I also agree that I don't think it's possible to find "a design where 
bytes are contiguous within ELEN."  I worked out what I think are the 
outlines of a proof that it's not possible, but I thought I'd suggest 
what I did at a high level first and only try to make the proof more 
rigorous if necessary.

      Bill

On 5/26/20 1:37 AM, Krste Asanovic wrote:
EXTERNAL MAIL



I think Bill is right in his analysis, but I disagree with his
conclusion.

The scheme Bill is describing is basically the v0.8 scheme:

  Eg: VLEN=256b, SLEN=128b, SEW=32b, LMUL=4

   Byte     1F1E1D1C1B1A19181716151413121110 F E D C B A 9 8 7 6 5 4 3 2 1 0
   v4*n           13      12      11      10       3       2       1       0
   v4*n+1         17      16      15      14       7       6       5       4
   v4*n+2         1B      1A      19      18       B       A       9       8
   v4*n+3         1F      1E      1D      1C       F       E       D       C

Some background.  We adopted this scheme in Hwacha which had decoupled
lanes, where each SLEN partition could run independently at different
decoupled rates.  That meant it was difficult to load a unit-stride
vector and share the memory access across lanes without lots of
complex buffering, so we packed contiguous bytes into each lane.

The "new" v0.9 scheme:

Eg: VLEN=256b, SLEN=128b, SEW=32b, LMUL=4

   Byte     1F1E1D1C1B1A19181716151413121110 F E D C B A 9 8 7 6 5 4 3 2 1 0
   v4*n            7       5       3       1       6       4       2       0
   v4*n+1          F       D       B       9       E       C       A       8
   v4*n+2         17      15      13      11      16      14      12      10
   v4*n+3         1F      1D      1B      19      1E      1C      1A      18

is actually reverting back to an older layout (Figure 7.2 in my
thesis).  This has property that it enables simpler synchronous lanes
to stay maximally busy with a given application vector length.
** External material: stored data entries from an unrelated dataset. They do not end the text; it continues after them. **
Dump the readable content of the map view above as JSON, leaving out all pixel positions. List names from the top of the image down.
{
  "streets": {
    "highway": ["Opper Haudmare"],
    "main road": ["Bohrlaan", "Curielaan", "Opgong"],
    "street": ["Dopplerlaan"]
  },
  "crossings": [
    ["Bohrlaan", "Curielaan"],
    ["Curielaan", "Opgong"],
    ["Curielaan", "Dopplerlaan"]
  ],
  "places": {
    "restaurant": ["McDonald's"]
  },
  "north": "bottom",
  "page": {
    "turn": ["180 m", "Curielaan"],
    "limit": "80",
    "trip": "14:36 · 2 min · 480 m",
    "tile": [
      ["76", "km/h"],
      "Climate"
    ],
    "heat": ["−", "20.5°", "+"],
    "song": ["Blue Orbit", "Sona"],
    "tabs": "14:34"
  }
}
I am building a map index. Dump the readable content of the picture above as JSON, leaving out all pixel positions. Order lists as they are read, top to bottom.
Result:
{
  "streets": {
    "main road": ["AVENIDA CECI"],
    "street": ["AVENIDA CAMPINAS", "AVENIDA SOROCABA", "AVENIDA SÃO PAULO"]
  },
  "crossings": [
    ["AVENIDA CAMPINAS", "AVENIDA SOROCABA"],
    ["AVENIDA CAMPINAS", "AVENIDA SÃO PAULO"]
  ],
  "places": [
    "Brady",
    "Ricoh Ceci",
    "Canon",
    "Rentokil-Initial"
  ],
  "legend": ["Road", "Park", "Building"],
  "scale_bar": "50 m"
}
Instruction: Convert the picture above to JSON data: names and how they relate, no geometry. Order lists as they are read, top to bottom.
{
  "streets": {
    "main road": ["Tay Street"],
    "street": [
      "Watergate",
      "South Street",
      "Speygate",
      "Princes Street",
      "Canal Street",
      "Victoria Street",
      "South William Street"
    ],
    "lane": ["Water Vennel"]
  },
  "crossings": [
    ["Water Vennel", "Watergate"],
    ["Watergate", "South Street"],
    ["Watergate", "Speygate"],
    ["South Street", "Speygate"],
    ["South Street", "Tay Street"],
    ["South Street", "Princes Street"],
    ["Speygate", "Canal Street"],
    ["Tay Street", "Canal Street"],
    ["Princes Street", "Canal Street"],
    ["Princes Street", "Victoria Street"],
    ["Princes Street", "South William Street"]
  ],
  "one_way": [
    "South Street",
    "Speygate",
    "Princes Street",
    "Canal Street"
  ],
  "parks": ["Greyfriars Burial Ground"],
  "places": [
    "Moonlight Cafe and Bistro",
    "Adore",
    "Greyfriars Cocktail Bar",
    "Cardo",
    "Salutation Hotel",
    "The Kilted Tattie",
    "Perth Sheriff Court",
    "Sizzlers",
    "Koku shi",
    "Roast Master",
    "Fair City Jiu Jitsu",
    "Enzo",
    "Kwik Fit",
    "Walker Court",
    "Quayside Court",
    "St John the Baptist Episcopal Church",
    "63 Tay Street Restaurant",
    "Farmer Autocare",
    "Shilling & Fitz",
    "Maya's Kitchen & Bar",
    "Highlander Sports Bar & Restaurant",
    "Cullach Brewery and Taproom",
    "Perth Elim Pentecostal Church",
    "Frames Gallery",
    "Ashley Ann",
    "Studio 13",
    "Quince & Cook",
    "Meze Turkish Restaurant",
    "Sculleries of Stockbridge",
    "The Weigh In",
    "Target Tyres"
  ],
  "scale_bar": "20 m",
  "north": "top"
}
My concern is that Bill's point #2 doesn't just apply to memory, but
also to arithmetic units.  For example, in the above 0.8 example, if
AVL is less than 17, only half the datapath is used.  This is why I
don't agree with Bill's conclusion.  I think attaining high throughput
on shorter application vectors is going to be more important than
avoiding the cast operations, as I believe shorter vectors are going
to be much more common than casting.  The v0.9 layout is also simpler
for hardware design.

The cast operations can all be single-cycle occupancy and fully
pipelined/chained, as they all just rearrange bytes across one element
group.

----------------------------------------------------------------------

I think David is trying to find a design where bytes are contiguous
within ELEN (or some other unit < ELEN) but then striped above that to
avoid casting.  I don't think this can work.

First, SLEN has to be big enough to hold ELEN/8 * ELEN words.  E.g.,
when ELEN=32, you can pack four contiguous bytes in ELEN,but then
require SLEN to have space for four ELEN words to avoid either wires
crossing SLEN partitions, or requiring multiple cycles to compute
small vectors (v0.8 design).

VLEN=256b, ELEN=32b, SLEN=(ELEN**2)/8,
Byte     1F1E1D1C1B1A19181716151413121110 F E D C B A 9 8 7 6 5 4 3 2 1 0
                                  7 6 5 4                         3 2 1 0 SEW=8b
                7       6       5       4       3       2       1       0 SEW=ELEN=32b

When ELEN=64, you'd need SLEN=512, which is too big.

Also, now that I draw it out, I don't actually see how even this can
work, given that bytes are in memory order within a word, but now
words are still scrambled relative to memory order (e.g., doing a byte
load wouldn't let you cast to words in memory order).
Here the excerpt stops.